Carnet de route culturel (cinéma, musique, séries, art) et futilités. Et aussi une sélection cinéma gay (Gay themed movies, films LGBT)

Crédit Photo : Fox
Max est un requin de la finance qui ne pense qu'à gagner toujours plus de fric en boursicotant. Un jour, il apprend le décès de son oncle à Marseille, où il avait passé la majorité de son enfance. Ayant hérité de la maison, il va devoir retourner en Provence pour régler la paperasse et vendre l'objet de son héritage au plus vite. Adieu stress de la vie et préoccupations superficielles, Max va redécouvrir progressivement les joies simples de la vie et de la campagne en se remémorant des instants forts de son enfance.
Notre ami alcoolique Russell Crowe n'a pas dû hésiter longtemps à signer pour ce film lui garantissant un open bar de Pastis au soleil pendant quelques semaines.
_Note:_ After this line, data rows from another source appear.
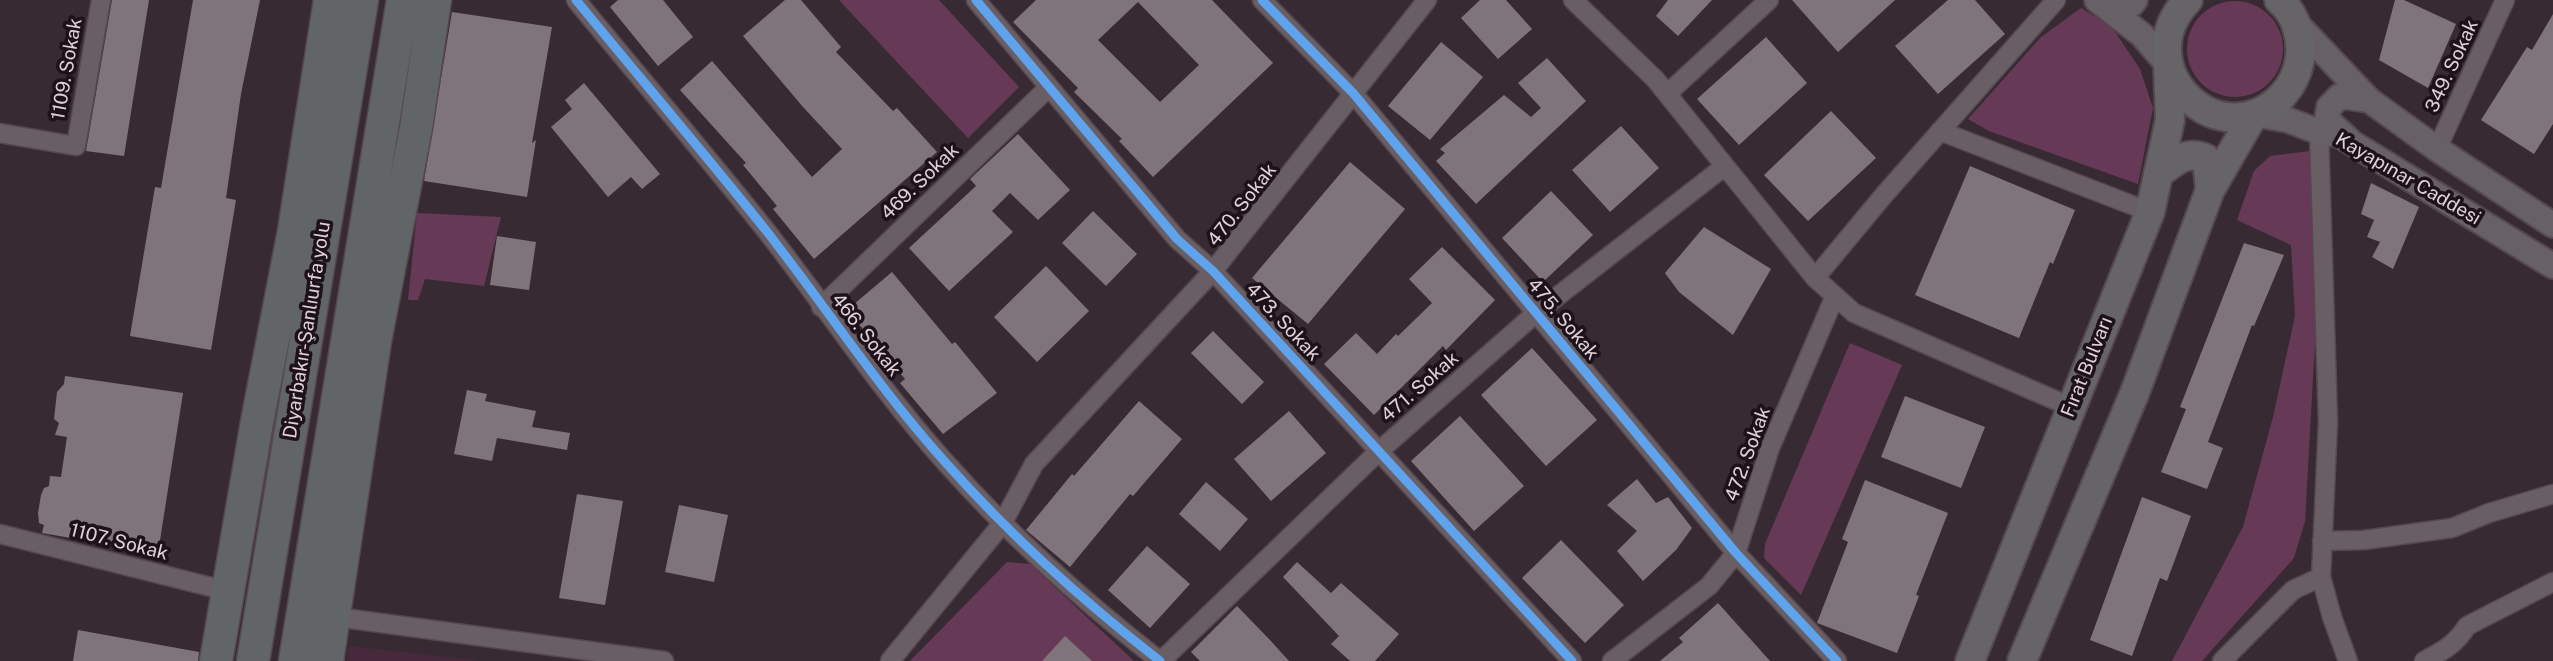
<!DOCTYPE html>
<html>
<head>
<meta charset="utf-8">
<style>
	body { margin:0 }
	canvas { display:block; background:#382a33 }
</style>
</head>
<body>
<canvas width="2553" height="661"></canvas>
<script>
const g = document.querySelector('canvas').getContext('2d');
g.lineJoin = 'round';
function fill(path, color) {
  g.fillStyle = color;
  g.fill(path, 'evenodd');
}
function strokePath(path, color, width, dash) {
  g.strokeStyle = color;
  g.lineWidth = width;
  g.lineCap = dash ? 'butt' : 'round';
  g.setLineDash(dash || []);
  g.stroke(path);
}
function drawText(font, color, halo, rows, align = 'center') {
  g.font = font + ' "Public Sans",sans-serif';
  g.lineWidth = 7;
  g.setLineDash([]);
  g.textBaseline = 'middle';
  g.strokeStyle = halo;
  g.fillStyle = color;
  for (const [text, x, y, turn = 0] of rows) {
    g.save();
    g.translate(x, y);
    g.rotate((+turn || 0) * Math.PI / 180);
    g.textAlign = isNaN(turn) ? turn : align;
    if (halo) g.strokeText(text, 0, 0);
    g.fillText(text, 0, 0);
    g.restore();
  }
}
fill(new Path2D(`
	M 349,646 L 481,661 L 347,661 Z`), '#46293b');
fill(new Path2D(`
	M 839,0 L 939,0 L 1019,87 L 968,138 Z
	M2187 49a48 48 0 1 1 96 0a48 48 0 1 1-96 0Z
	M 2081,8 L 2111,26 L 2140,69 L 2153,108 L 2138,184 L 1989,131 L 1968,119 L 2041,37 Z
	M 2310,151 L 2316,324 L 2305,521 L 2294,558 L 2202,661 L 2172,661 L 2243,527 L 2273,417 L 2295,316 L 2291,245 L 2237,220 L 2254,171 L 2270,156 Z
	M 417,213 L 501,217 L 484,286 L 425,279 L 418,300 L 408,300 Z
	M 1850,343 L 1902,365 L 1801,595 L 1764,558 L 1765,544 Z
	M 1007,562 L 1030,564 L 1134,661 L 910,661 Z`), '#663a56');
fill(new Path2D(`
	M 112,0 L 149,0 L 124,156 L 86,151 Z
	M 193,0 L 260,0 L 241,94 L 226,198 L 236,200 L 211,350 L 130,336 L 155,187 L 161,188 Z
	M 618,0 L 663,0 L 693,37 L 658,66 L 610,7 Z
	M 785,0 L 801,0 L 841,47 L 836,52 L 893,111 L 897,108 L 937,152 L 814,259 L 773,209 L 777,206 L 743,165 L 746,163 L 680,90 L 712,61 L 812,177 L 842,149 L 803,107 L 743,36 Z
	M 1036,0 L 1212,0 L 1273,63 L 1153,177 L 1119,141 L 1122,139 L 1074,92 L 1078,88 L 1013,22 ZM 1138,2 L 1199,65 L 1160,102 L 1098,40 Z
	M 1480,0 L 1506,0 L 1532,29 L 1498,59 L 1461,18 Z
	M 1668,0 L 1712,0 L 1678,36 L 1656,16 Z
	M 1792,0 L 1895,0 L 1838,52 Z
	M 1948,0 L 1975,0 L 2005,34 L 1938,94 L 1895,46 Z
	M 2395,0 L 2404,0 L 2456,24 L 2428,88 L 2379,60 Z
	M 452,12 L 552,27 L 532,143 L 536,140 L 527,197 L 424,181 Z
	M 2553,14 L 2553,124 L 2534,154 L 2481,120 L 2527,47 L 2532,50 Z
	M 1766,37 L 1807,83 L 1739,145 L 1697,99 Z
	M 1441,42 L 1483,77 L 1430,140 L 1388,106 Z
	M 1547,58 L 1586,101 L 1476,204 L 1436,161 L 1445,153 L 1440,149 L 1504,95 L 1531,117 L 1541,108 L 1518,83 Z
	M 584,83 L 660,174 L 642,189 L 631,177 L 608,197 L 551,127 L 572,109 L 565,100 Z
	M 1831,111 L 1876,158 L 1808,221 L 1764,175 Z
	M 1621,126 L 1659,168 L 1610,212 L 1572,170 Z
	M 1018,134 L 1070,190 L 1038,220 L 1010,193 L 992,211 L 1013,232 L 949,291 L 909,248 L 976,186 L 970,179 Z
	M 1350,162 L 1405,209 L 1308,324 L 1252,278 Z
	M 1970,166 L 2075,210 L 2053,264 L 2050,262 L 2019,338 L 1915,295 Z
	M 2371,183 L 2419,207 L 2393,269 L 2372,257 L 2380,242 L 2367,237 L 2374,220 L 2361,214 Z
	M 1551,191 L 1593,235 L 1543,282 L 1502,238 Z
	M 1093,211 L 1137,254 L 1106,286 L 1062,243 Z
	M 1704,227 L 1771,269 L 1733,335 L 1679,292 L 1665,273 Z
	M 497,236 L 536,242 L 529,290 L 490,285 Z
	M 2244,243 L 2284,255 L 2254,326 L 2252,325 L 2208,442 L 2223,448 L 2207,489 L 2161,472 L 2186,409 L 2180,407 Z
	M 1442,247 L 1495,300 L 1446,350 L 1443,346 L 1374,415 L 1324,364 L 1356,333 L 1377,354 L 1396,334 L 1398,336 L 1432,303 L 1409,279 Z
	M 1046,266 L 1089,311 L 1037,362 L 994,317 Z
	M 892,272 L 952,344 L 955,342 L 997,393 L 943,434 L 900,383 L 905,379 L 847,310 Z
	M 1213,331 L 1264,382 L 1242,404 L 1191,353 Z
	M 1532,348 L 1597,420 L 1546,466 L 1481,395 Z
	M 65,376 L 183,393 L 158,553 L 42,533 L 44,525 L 39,523 L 38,513 L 41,495 L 44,488 L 49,486 L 50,476 L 61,477 L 67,437 L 55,435 L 59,423 L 54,419 L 57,392 L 64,384 Z
	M 467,390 L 487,394 L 485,401 L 536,411 L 532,427 L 570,433 L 567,450 L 497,438 L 492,461 L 454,454 Z
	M 1905,396 L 1985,427 L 1961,488 L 1881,457 Z
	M 1139,401 L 1182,439 L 1133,496 L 1130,494 L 1070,567 L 1026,530 L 1072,474 L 1074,476 Z
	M 1289,411 L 1326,453 L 1271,501 L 1234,459 Z
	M 1460,416 L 1524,486 L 1474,531 L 1411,461 Z
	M 1637,479 L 1656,503 L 1668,497 L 1692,528 L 1676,550 L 1643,581 L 1617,551 L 1637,531 L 1607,505 Z
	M 1865,480 L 1948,513 L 1916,595 L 1919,596 L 1897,653 L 1817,623 L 1848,542 L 1842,539 Z
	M 1206,482 L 1248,519 L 1220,551 L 1179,514 Z
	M 577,494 L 623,501 L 605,605 L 559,598 Z
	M 2142,497 L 2191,516 L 2167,581 L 2160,578 L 2132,656 L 2090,640 Z
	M 679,505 L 728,515 L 714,582 L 665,572 Z
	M 1561,540 L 1624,605 L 1585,643 L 1522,578 Z
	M 1147,546 L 1190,584 L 1150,628 L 1108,590 Z
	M 1297,562 L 1331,593 L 1341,583 L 1399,634 L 1375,661 L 1350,661 L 1331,644 L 1339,636 L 1283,577 Z
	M 1718,603 L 1770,661 L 1660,661 L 1683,642 L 1679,638 Z
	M 1237,606 L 1269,639 L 1289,661 L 1200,661 L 1191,652 Z
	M 78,630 L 199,652 L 198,661 L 73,661 Z
	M 1065,636 L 1092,661 L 1042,661 Z`), '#80747b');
const street = new Path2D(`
	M 576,0 C 640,78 705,154 768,233 C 828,310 881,391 946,463 C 1010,535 1084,602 1160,661
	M 976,0 L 1177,239 L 1213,271 L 1572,661
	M 1262,0 L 1353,93 L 1736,553 L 1837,661
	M 1573,0 L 1655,79 L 1815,278 L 1854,313 L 2071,407
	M 1667,94 L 1769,0
	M 1940,131 L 2150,212
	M 2319,132 L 2328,422 L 2321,577 L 2332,617 L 2348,661
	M 0,133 L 76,146 L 101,0
	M 2437,149 L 2505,0
	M 1815,278 L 1884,195 L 2056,0
	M 821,307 L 1049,87
	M 0,534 L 227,591
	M 2322,541 L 2364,540 L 2452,528 L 2489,513 L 2553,494
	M 336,617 L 664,661
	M 890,661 L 1002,524 L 1034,464 L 1213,271 L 1427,0
	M 1161,661 L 1378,452 L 1536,313 L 1725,166
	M 1612,661 L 1709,586 L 1736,553 L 1770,448 L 1835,296
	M 2222,661 L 2293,590 L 2321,577
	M 2424,661 C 2443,651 2456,644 2467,626 L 2553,582`);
const secondary = new Path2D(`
	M 2097,0 L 2142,35 L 2168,65
	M 2099,1 L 2118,6 L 2132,4 L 2135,0
	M 2296,23 L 2369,100 L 2437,149 L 2553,225
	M 2254,114 L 2288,120 L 2319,132 L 2339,135 L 2553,266
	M 2348,139 L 2327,120 L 2329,107 L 2340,96 L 2369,100`);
const primary = new Path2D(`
	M 2188,0 C 2124,67 2220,160 2282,96 C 2292,85 2298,73 2300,58 C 2302,37 2296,14 2279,0
	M 2158,174 C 2175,162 2185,150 2205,158 L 2208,168 L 2210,190
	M 1970,661 L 2150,212 L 2170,120 L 2168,65
	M 2022,661 L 2135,392 L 2210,190 L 2254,114`);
const highway = new Path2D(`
	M 216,661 L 257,422 L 294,231 L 330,0
	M 253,661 L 362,0
	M 295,661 L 403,0
	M 327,661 L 375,341 L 416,128 L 435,0`);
strokePath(street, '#554850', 21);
strokePath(secondary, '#554850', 28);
strokePath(primary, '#554850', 32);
strokePath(highway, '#554850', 35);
strokePath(street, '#685e64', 18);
strokePath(secondary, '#676065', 24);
strokePath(primary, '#666467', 28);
strokePath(highway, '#626567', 32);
strokePath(new Path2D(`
	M 576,0 C 640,78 705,154 768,233 C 828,310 881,391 946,463 C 1010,535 1084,602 1160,661
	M 976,0 L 1177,239 L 1213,271 L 1572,661
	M 1262,0 L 1353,93 L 1736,553 L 1837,661`), '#60a3ed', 9);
drawText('19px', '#e1d0d9', '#1d1219', [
	["349. Sokak",2452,66,-65],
	["1109. Sokak",67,69,-80],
	["Kayapınar Caddesi",2408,179,30],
	["469. Sokak",920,182,-44],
	["470. Sokak",1242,205,-52],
	["475. Sokak",1563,319,50],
	["473. Sokak",1283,322,47],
	["Diyarbakır-Şanlıurfa yolu",307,330,-81],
	["466. Sokak",866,335,52],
	["Fırat Bulvarı",2087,367,-68],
	["471. Sokak",1420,387,-41],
	["472. Sokak",1748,454,-70],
	["1107. Sokak",119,542,14]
]);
</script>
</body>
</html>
Plus sérieusement, l'ami Russel campe ici une véritable tête à claque qui se prend pour le roi du monde en planifiant des coups bas lui permettant d'encaisser un maximum de pognon. Ses mimiques de mâle supérieur et particulièrement obsédé par la chose (le nombre de plans pervers est impressionnant) le rendent rapidement antipathique. Et il n'est pas prêt de changer quand on voit le début du film où toute la beauté de la Provence ne semble pas vraiment le toucher. Une grande année est au départ un film relativement nerveux. Les plans s'enchainent à une vitesse perturbante, les travelings vont dans tous les sens alors que le propos ne s'y prête pas vraiment. On a très peur face au sujet ultra cliché du citadin et de son portable qui se retrouve à la campagne et découvre une nouvelle vie tellement plus riche humainement parlant. C'est du vu et du revu. Mais contrairement à ce que l'on aurait pu croire, à en juger par les critiques parisiennes, Une grande année est un joli petit film qui a son charme. Rapidement, les décors apaisants et magiques de la Provence enchantent et cette petite musique omniprésente (bien que souvent clichée elle aussi) nous plonge dans un univers de petits trésors et de souvenirs tendres.
Si les flashbacks sont un peu trop nombreux et que le personnage campé par Didier Bourdon est assez naze , le film séduit par son jeu sur les différences culturelles suscitant diverses attaques et par le charme de l'histoire entre Max (Crowe) et Fanny (Marion Cotillard très en beauté). Au final, Une grande année est un film qui témoigne d'une grande simplicité et d'une certaine poésie du quotidien marseillais. Ce n'est pas un excellent film ,c'est sûr, mais c'est un moment de cinéma qui reste très agréable.